What to produce —
Look for the word "labels" in the material below, then report each line where it occurs.
Records shown START
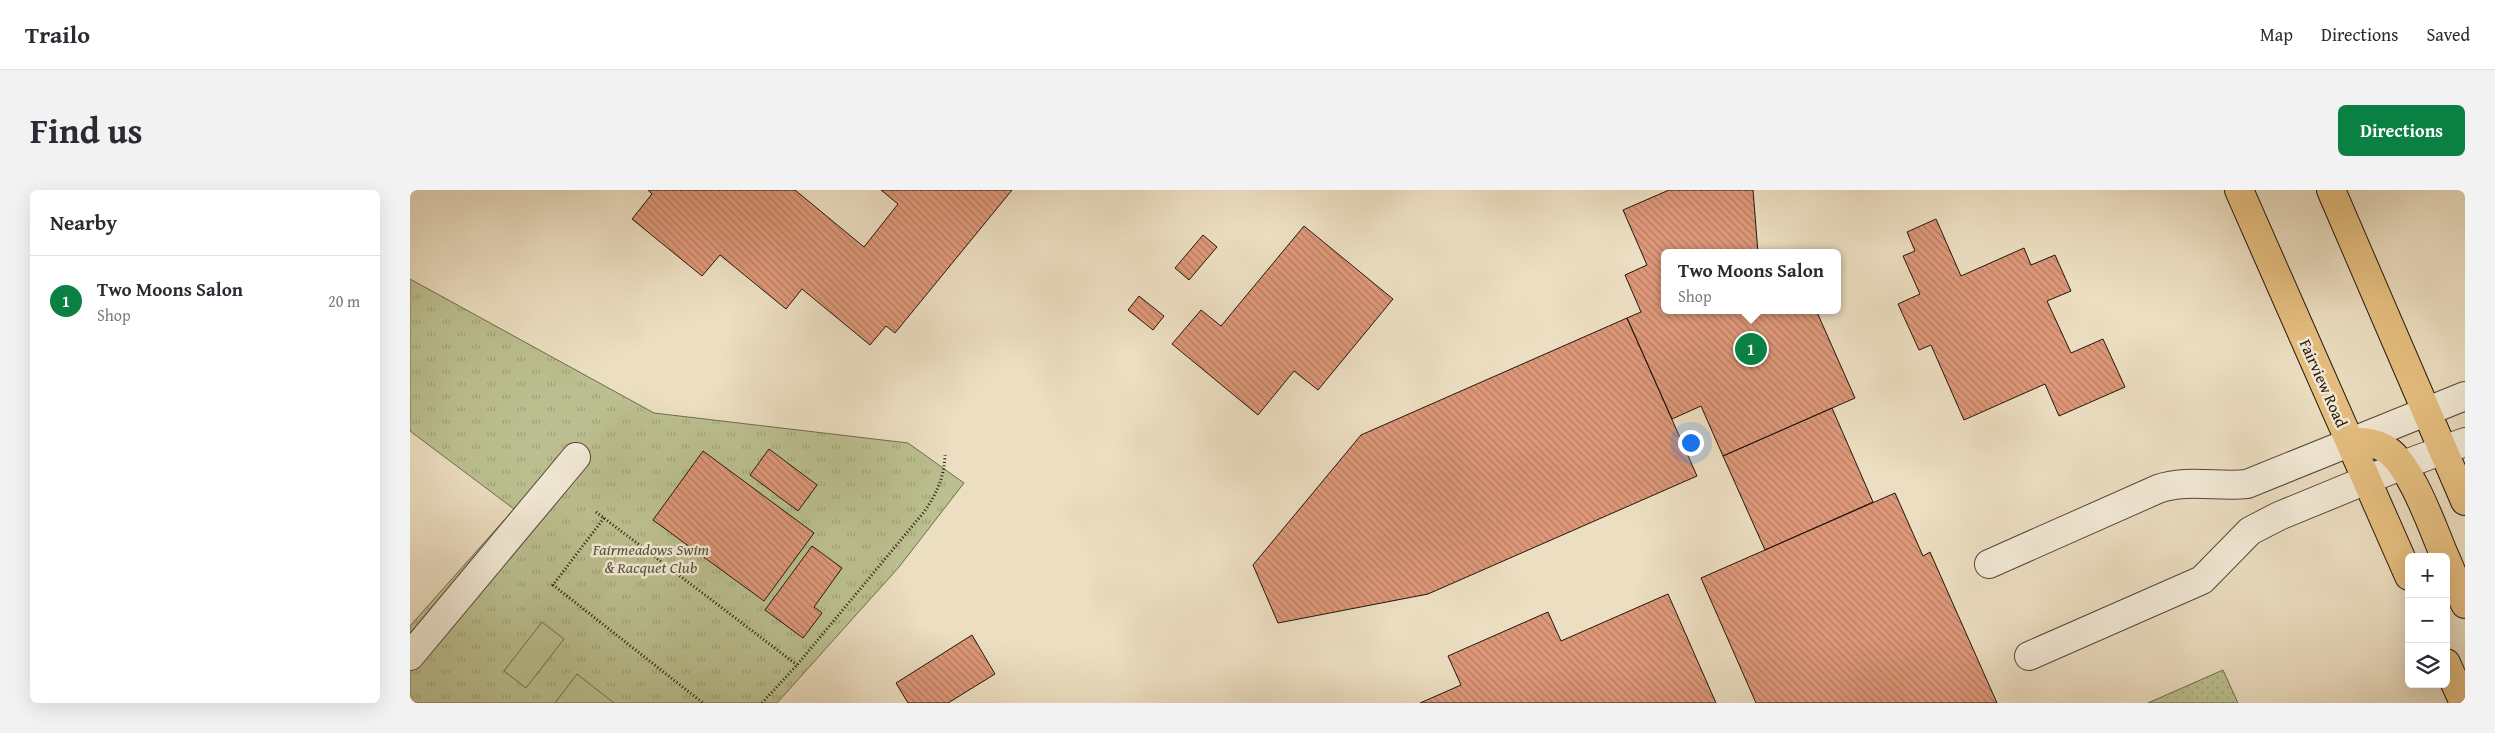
<!DOCTYPE html>
<meta charset="utf-8">
<style>
:root{--surface:#fff;--page:#f2f2f3;--text:#2b2b33;--muted:#7c7c81;--line:#e1e1e2;--accent:#0b8043}
body{margin:0;font-family:"Gentium Book Plus",serif;background:var(--page);color:var(--text)}
.controls{position:absolute;right:15px;bottom:15px;display:grid;overflow:hidden;border-radius:8px;box-shadow:0 5px 20px #0002}
.controls button{width:45px;height:45px;display:grid;place-items:center;padding:0;border:0;border-bottom:1px solid var(--line);background:var(--surface);color:var(--text);font:25px sans-serif}
.you{position:absolute;left:1280px;top:252px;width:18px;height:18px;margin:-12px;border:4px solid #fff;border-radius:50%;background:#1a73e8;box-shadow:0 0 0 8px #1a73e833}
.badge{display:grid;place-items:center;width:32px;height:32px;border-radius:50%;background:var(--accent);color:#fff;font-size:16px;font-weight:700}
.pin{position:absolute;translate:-50% -50%;border:2px solid #fff;box-shadow:0 1px 5px #0006}
.popup{position:absolute;left:1251px;top:59px;width:180px;height:65px;box-sizing:border-box;display:grid;place-content:center;border-radius:8px;background:var(--surface);filter:drop-shadow(0 1px 4px #0005);font-size:16px;white-space:nowrap;color:var(--muted)}
.popup b{font-size:19px;color:var(--text)}
.popup::after{content:'';position:absolute;left:50%;top:100%;margin-left:-10px;border:10px solid transparent;border-top-color:var(--surface)}
.list{margin:0;padding:0;list-style:none}
h2{display:flex;justify-content:space-between;align-items:center;height:65px;margin:0;padding:0 20px;font-size:21px}
h2 small{font-size:16px;font-weight:400;color:var(--muted)}
.list li{display:grid;grid-template-columns:32px 1fr auto;gap:15px;align-items:center;box-sizing:border-box;height:90px;padding:0 20px;border-top:1px solid var(--line)}
.list b{display:block;font-size:19px;white-space:nowrap}
.list p{margin:0;font-size:16px;white-space:nowrap;color:var(--muted)}
.list em{font-size:16px;font-style:normal;color:var(--muted)}
.icon{flex:none;width:28px;height:28px;fill:none;stroke:currentColor;stroke-width:2;stroke-linecap:round;stroke-linejoin:round}
.map{position:relative;flex:none;width:2055px;height:513px;overflow:hidden;border-radius:8px}
header{display:flex;align-items:center;gap:30px;box-sizing:border-box;height:70px;padding:0 25px;background:var(--surface);border-bottom:1px solid var(--line)}
header strong{font-size:24px}
nav{display:flex;gap:28px;margin-inline-start:auto;font-size:18px}
.intro{display:flex;align-items:center;justify-content:space-between;box-sizing:border-box;height:120px;padding:0 30px}
h1{margin:0;font-size:35px}
.button{padding:12px 22px;border-radius:8px;background:var(--accent);color:#fff;font-size:18px;font-weight:700}
main{display:flex;gap:30px;padding:0 30px}
aside{flex:1;background:var(--surface);border-radius:8px;box-shadow:0 5px 20px #0002}
.map>svg:first-child{display:block}
.grass{fill:url(#grass-dots);stroke:#6e6c4e}
.park{fill:url(#park-tufts);stroke:#6e6c4e}
.pitch{fill:#bcc090;stroke:#6e6c4e}
.building{fill:url(#building-back-hatch);stroke:#21170c}
.lines{fill:none;stroke-linecap:round;stroke-linejoin:round}
.minor-casing{stroke:#544939;stroke-width:30}
.major-casing{stroke:#21170c;stroke-width:30}
.path{stroke:#21170c;stroke-width:3;stroke-dasharray:1 2.5;stroke-linecap:butt}
.minor{stroke:#f3ead7;stroke-width:28}
.major{stroke:#e6bf80;stroke-width:28}
.labels{text-anchor:middle;dominant-baseline:central;stroke-width:5;stroke-linejoin:round;paint-order:stroke}
.street-label{font-size:16px;fill:#21170c;stroke:#f3ead7}
.park-label{font-size:16px;font-style:italic;fill:#57523a;stroke:#f3ead7}
</style>
<header>
<strong>Trailo</strong>
<nav><a>Map</a><a>Directions</a><a>Saved</a></nav>
</header>
<div class="intro"><h1>Find us</h1><a class="button">Directions</a></div>
<main>
<aside>
<h2>Nearby<small></small></h2>
<ul class="list">
<li><span class="badge">1</span><div><b>Two Moons Salon</b><p>Shop</p></div><em>20 m</em></li>
</ul>
</aside>
<div class="map">
<svg width="2055" height="513" viewBox="0 0 2055 513">
<defs>
<pattern id="grass-dots" width="8" height="8" patternUnits="userSpaceOnUse" patternTransform="scale(1.25)"><rect width="8" height="8" fill="#bcc090"/><path d="M2 2h.1M6 6h.1" fill="none" stroke="#a1a47b" stroke-width="1.8" stroke-linecap="round"/></pattern>
<pattern id="park-tufts" width="24" height="20" patternUnits="userSpaceOnUse" patternTransform="scale(1.25)"><rect width="24" height="20" fill="#bcc090"/><path d="M3 7l-1-3M5 7V3M7 7l1-3M15 17l-1-3M17 17v-4M19 17l1-3" fill="none" stroke="#a1a47b"/></pattern>
<pattern id="building-back-hatch" width="6" height="6" patternUnits="userSpaceOnUse" patternTransform="scale(1.25)"><rect width="6" height="6" fill="#de9879"/><path d="M-1 5l2 2M0 0l6 6M5-1l2 2" fill="none" stroke="#b47b62"/></pattern>
</defs>
<rect width="100%" height="100%" fill="#ecdec1"/>
<filter id="stains"><feTurbulence type="fractalNoise" baseFrequency=".004" numOctaves="4"/><feColorMatrix values="0 0 0 0 .2 0 0 0 0 .09 0 0 0 0 .02 0 0 0 .5 -.17"/></filter>
<radialGradient id="worn" r=".72"><stop offset=".6" stop-color="#630" stop-opacity="0"/><stop offset="1" stop-color="#630" stop-opacity=".3"/></radialGradient>
<path class="grass" d="M1813 480 1828 513H1738Z"/>
<path class="park" d="M0 89 244 223 498 253 554 293 489 377 367 513H0V436L104 319 0 241Z"/>
<path class="pitch" d="M132 432 154 449 116 498 94 481Z
M167 484 204 513H145Z"/>
<path class="building" d="M238 0H385L454 57 488 14 471 0H602L485 143 476 136 460 155 392 99 376 119 310 65 292 86 222 29 242 4Z
M1259 0H1343L1348 63H1255V120H1406L1445 208 1313 266 1291 216 1262 229 1217 128 1231 122 1215 85 1237 75 1213 20Z
M1526 29 1551 86 1614 58 1621 75 1645 65 1661 101 1637 111 1661 163 1693 149 1715 197 1649 226 1635 194 1554 230 1521 155 1509 160 1488 114 1510 104 1493 66 1505 61 1497 42Z
M894 36 983 109 908 200 884 181 848 225 762 154 791 120 811 136Z
M793 45 807 57 779 90 765 78Z
M729 106 754 126 743 140 718 120Z
M1217 128 1287 286 1018 404 868 433 843 375 951 245Z
M1422 218 1463 312 1355 360 1313 266Z
M359 259 407 295 388 321 340 285Z
M293 261 404 343 354 411 243 330Z
M1485 303 1513 366 1520 362 1587 513H1346L1291 388Z
M402 356 432 378 404 417 412 423 393 448 355 420Z
M1258 404 1306 513H1010L1051 495 1038 466 1138 422 1151 451Z
M562 445 585 484 538 513H498L486 493Z"/>
<g class="lines">
<defs>
<path id="minor" d="M1579 374 1748 299C1776 289 1807 297 1837 294L2055 206
M0 466 166 267
M1619 466 1792 390 1840 341 1869 326 1993 275 2055 252"/>
<path id="major" d="M1829 0 1999 386
M1921 0 2055 311
M1940 251C1951 252 1963 252 1974 258 2000 271 2023 339 2035 367
M2036 369 2055 414
M2036 473 2054 513"/>
</defs>
<use href="#minor" class="minor-casing"/>
<use href="#major" class="major-casing"/>
<path class="path" d="M186 322 387 475
M194 328 143 395 293 513
M352 513 387 475 514 322C527 303 534 288 535 265"/>
<use href="#minor" class="minor"/>
<use href="#major" class="major"/>
</g>
<g class="labels">
<g class="street-label">
<text transform="translate(1914 193) rotate(66)">Fairview Road</text>
</g>
<g class="park-label">
<text x="241" y="359">Fairmeadows Swim<tspan x="241" dy="18">&amp; Racquet Club</tspan></text>
</g>
</g>
<rect width="100%" height="100%" filter="url(#stains)"/>
<rect width="100%" height="100%" fill="url(#worn)"/>
</svg>
<div class="controls">
<button>+</button>
<button>−</button>
<button><svg class="icon" aria-label="layers" viewBox="0 0 24 24"><path d="M12 4l9 5-9 5-9-5zM3 14l9 5 9-5"/></svg></button>
</div>
<div class="you"></div>
<div class="pin badge" style="left:1341px;top:159px">1</div>
<div class="popup"><b>Two Moons Salon</b>Shop</div>
</div>
</main>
Records shown END
Solution to this problem —
.labels{text-anchor:middle;dominant-baseline:central;stroke-width:5;stroke-linejoin:round;paint-order:stroke}
<g class="labels">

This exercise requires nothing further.